EXERCISE DATA START

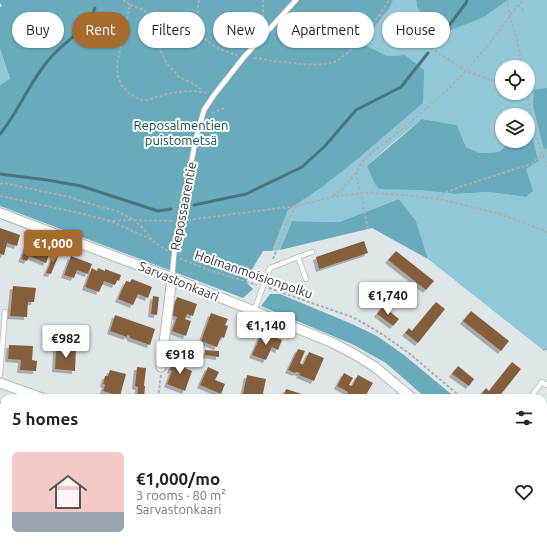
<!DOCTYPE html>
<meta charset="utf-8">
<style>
body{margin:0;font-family:Ubuntu,sans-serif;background:#f6f6f6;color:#222;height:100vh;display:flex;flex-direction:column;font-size:15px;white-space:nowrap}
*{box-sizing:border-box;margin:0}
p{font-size:13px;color:#767676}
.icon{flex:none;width:22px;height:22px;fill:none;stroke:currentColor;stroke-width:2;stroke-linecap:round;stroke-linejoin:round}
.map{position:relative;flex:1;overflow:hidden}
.drawer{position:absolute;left:0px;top:394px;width:547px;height:156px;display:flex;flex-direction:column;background:#fff;border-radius:12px 12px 0 0;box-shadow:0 1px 3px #0004}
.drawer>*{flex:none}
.guide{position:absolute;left:12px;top:12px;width:523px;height:36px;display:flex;gap:8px}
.buttons{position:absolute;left:495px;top:60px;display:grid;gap:8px}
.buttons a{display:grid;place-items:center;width:40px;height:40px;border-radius:50%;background:#fff;box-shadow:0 1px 3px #0004;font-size:20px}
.price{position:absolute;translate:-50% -34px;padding:0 9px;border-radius:4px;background:#fff;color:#222;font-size:13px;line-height:26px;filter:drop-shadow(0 1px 2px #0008)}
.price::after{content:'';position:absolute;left:50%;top:24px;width:12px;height:9px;margin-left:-6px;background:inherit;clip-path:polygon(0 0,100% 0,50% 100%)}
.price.active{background:#a76c2d;color:#fff}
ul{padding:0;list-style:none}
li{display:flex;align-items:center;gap:12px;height:100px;padding:0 12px}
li+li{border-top:1px solid #e0e0e0}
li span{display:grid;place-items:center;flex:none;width:112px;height:80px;border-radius:6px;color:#555}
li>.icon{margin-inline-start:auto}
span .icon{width:48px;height:48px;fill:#fffc;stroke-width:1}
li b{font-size:17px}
h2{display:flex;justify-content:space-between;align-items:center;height:48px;padding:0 12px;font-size:17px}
.pill{padding:0 14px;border-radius:18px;background:#fff;box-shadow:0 1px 3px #0004;font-size:14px;line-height:36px}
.pill.active{background:#a76c2d;color:#fff}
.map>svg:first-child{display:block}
.green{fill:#91c8d7;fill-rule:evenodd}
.forest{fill:#68abbc}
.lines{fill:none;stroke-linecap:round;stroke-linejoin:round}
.stream{stroke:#467581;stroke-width:3}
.building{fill:#855f3a;filter:url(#shadow)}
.service-casing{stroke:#b1b8b9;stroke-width:6}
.minor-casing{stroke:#b1b8b9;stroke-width:11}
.path{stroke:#aab0b1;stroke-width:2;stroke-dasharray:3 2;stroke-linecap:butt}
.service{stroke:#fff;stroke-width:4.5}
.minor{stroke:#fff;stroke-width:9}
.labels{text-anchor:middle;stroke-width:4;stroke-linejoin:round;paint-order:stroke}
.park-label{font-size:13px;fill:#0d4956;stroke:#fff}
.street-label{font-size:13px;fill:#313435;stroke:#fff}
</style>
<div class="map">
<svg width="547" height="550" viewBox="0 0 547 550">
<defs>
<filter id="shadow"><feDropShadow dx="-3" dy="3" stdDeviation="0" flood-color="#0004"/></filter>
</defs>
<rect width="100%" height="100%" fill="#dfe6e8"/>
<g class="green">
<path d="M393 0H416L417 6 484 17 508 0H547V350H543L428 259 416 221 399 199 339 222 292 221 280 250 272 251 288 210 321 188 359 158 423 103 405 55 387 56 361 43 389 9ZM502 67H528V93H502ZM502 115H528V123H529L537 156 539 161 526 169V197L489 192 455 194 418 190 367 166 391 144 422 119 457 125 466 147 480 153 499 152 510 141H502Z"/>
<path d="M0 49 10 80 0 85Z"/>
</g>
<g class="forest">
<path d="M0 0H393L389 9 361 43 387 56 405 55 424 70 423 103 359 158 321 188 288 210 272 251H263L254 266 246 282 253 289 243 298 0 206V85L10 79 0 49V7L2 6 0 3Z"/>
<path d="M416 0H508L484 17 451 30 441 31 426 22 417 6Z"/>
<path d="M547 88V147L544 150 533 106 534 90Z"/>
<path d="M422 119 457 125 466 147 480 153 499 152 510 141H528L529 123 537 156 539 161 526 169 533 191 526 197 489 192 455 194 418 190 379 189 375 184 367 166Z"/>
<path d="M399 199 416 221 428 259 372 228 280 250 292 221 339 222Z"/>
<path d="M270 294H280L352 324 377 336 404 355 456 398H426L386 363 352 344 261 306Z"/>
<path d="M0 451 4 453V546H14L13 550H0Z"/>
<path d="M102 546H160L166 550 137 547 135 550H100V547Z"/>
</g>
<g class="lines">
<g class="stream">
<path d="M435 44 466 3 467 0"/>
<path d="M0 134C20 110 31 78 53 55 64 43 83 31 92 16 93 14 94 10 95 8"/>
<path d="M0 174 47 180 81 186 158 211 171 209"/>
<path d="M194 205 246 194 302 167 325 146 356 110 401 87 428 53"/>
</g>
</g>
<g class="building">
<path d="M0 228 20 235 17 246 7 243 4 255 0 254Z"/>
<path d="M35 240 52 247 46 263 29 256 27 261 21 259 28 242 34 244Z"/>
<path d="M364 241 368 253 319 269 316 257Z"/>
<path d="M396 251 434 281 426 290 388 260Z"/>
<path d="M55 253 59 254 51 274 46 273Z"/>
<path d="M71 256 92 264 88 274 77 270 74 278 64 275Z"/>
<path d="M92 268 97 271 98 268 105 271V269L121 275 119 281 117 280 115 285 104 281 99 292 85 287Z"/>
<path d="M132 279 152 287 148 298 138 294 133 305 118 299 126 281 130 282Z"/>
<path d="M13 286 36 288 34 302H28L27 317 10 316Z"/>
<path d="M153 296 159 297 157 315 151 314Z"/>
<path d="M177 297 197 304 193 316 187 314 185 319 191 321 186 336 172 331 177 317 170 315Z"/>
<path d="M436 302 445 309 418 343 405 333 409 328 412 331Z"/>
<path d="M383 306 399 319 393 326 377 314Z"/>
<path d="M471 311 509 341 501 351 463 321Z"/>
<path d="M211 313 228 319 225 325 228 326 224 338 221 337 217 347 201 341Z"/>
<path d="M115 315 155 329 150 345 130 338V336L127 335V337L110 331Z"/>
<path d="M262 332 282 340 278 350 272 347 266 360 252 355Z"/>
<path d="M9 345 33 346 32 360 37 361 36 371 20 370 21 360 8 359Z"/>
<path d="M56 348 76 349 75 371 55 369Z"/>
<path d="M298 349 305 351 300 363 303 365 309 352 324 358 314 381 299 375 300 373 296 372 295 373 288 370Z"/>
<path d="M205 350 219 351V357L205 355Z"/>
<path d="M175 357 188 362 185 368 192 371 185 391 167 384 172 371 170 370Z"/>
<path d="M512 362 521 369 498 398H489L482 393 486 388 489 391Z"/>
<path d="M458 366 474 379 469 386 452 374Z"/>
<path d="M137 367 146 368 144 386H145L144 398H137L138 387 135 386Z"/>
<path d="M208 367 219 372 215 380 225 384 221 394 200 385Z"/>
<path d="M110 370 126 374 120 396 103 391 105 385 103 384 105 376H108Z"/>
<path d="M344 373 353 378 349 385 352 386 358 375 373 383 364 398H345L348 392 337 386Z"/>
<path d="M247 375 266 379 262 398H242Z"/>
<path d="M286 389 305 395 304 398H283Z"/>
<path d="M0 402 4 403V411L0 410Z"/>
<path d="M54 546H57L71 550H53Z"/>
<path d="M193 546H206L205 550 192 548Z"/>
<path d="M210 546H223L222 550H209Z"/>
<path d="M274 546H297L296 550H273Z"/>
</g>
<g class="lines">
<defs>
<g id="service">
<path d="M298 257 312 252"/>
<path d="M172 278 174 255 180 221 196 138 204 110 214 95 244 57 296 0"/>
<path d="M254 311 270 268 298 257 306 279"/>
<path d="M0 375 5 312"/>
<path d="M530 398 542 382 547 385"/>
</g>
<g id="minor">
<path d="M0 213 172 278 331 342 354 354 375 367 412 398"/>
<path d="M161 367 172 278"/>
<path d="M0 383 42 398"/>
<path d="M324 546 326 550"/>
<path d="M499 546V550"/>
</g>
</defs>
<use href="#service" class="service-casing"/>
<use href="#minor" class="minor-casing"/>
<g class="path">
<path d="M123 0 130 5 117 64 118 77 122 86 130 94 144 101C166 94 183 88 207 93"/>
<path d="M199 0C193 35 206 46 237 55"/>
<path d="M507 0 510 16 517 40 522 67"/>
<path d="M130 5 144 10 150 16 153 32 165 61 179 77 194 84 202 90V92"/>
<path d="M518 5 524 11"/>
<path d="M380 15 466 71 502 84"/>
<path d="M260 27 263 20V0"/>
<path d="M254 58C260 58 266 60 272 61 279 62 286 62 294 63 305 64 319 66 331 63 350 58 379 17 389 0"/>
<path d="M527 93C531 119 536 142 547 166"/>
<path d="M212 113 224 108"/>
<path d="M357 172V180L362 199 368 229"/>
<path d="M0 184 4 183 69 197 101 207 117 211 134 220 174 221"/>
<path d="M0 196 84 214 110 221 148 238 168 251"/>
<path d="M333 196 342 189 351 179 364 160 369 155 395 135 427 108 452 85 466 71 489 44 518 5 524 0"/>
<path d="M437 198 443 194 459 187 531 164 547 151"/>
<path d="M188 220 296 206 332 197 361 193H372L416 196 448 201 496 213 520 221 547 232"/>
<path d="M113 221 134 220 144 229 152 240"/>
<path d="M180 258C205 270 231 277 257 285"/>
<path d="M273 259 286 225 296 206"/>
<path d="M269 288 352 317 367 325 385 336 410 354 462 398"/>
<path d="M543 350 547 349"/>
<path d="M158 398 161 375"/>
<path d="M543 437 547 436"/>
<path d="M97 546 98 550"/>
</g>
<use href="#service" class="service"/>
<use href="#minor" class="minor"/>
</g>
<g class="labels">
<g class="park-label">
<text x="181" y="130">Reposalmentien<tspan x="181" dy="15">puistometsä</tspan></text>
</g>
<g class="street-label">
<text transform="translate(183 206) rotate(-79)" y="5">Repossaarentie</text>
<text transform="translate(254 274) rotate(19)" y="5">Holmanmoisionpolku</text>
<text transform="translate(179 281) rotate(22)" y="5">Sarvastonkaari</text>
</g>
</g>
</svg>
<div class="buttons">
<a><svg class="icon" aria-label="locate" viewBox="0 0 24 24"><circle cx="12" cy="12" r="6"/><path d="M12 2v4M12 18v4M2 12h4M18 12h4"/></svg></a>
<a><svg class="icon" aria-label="layers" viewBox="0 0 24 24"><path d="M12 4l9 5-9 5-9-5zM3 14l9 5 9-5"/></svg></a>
</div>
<b class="price active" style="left:53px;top:264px">€1,000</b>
<b class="price" style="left:388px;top:316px">€1,740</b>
<b class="price" style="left:266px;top:346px">€1,140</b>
<b class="price" style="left:66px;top:359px">€982</b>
<b class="price" style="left:180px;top:375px">€918</b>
<div class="guide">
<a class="pill">Buy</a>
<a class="pill active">Rent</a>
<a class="pill">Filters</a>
<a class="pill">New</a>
<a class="pill">Apartment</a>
<a class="pill">House</a>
</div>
<section class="drawer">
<h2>5 homes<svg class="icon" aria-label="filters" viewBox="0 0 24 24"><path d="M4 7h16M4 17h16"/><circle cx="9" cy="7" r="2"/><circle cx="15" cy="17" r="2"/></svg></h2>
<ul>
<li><span style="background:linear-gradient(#f6c9c9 75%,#9aa5b1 0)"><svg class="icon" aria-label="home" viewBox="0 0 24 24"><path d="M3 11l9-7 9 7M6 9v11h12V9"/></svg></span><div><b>€1,000/mo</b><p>3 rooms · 80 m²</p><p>Sarvastonkaari</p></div><svg class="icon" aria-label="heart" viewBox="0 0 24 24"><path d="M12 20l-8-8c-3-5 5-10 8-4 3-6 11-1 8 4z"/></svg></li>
</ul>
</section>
</div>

EXERCISE DATA END

PROBLEM TO WORK ON: What is the number of lines in the records holding "none"? Give the number alone.

ANSWER TO THE EXERCISE: 5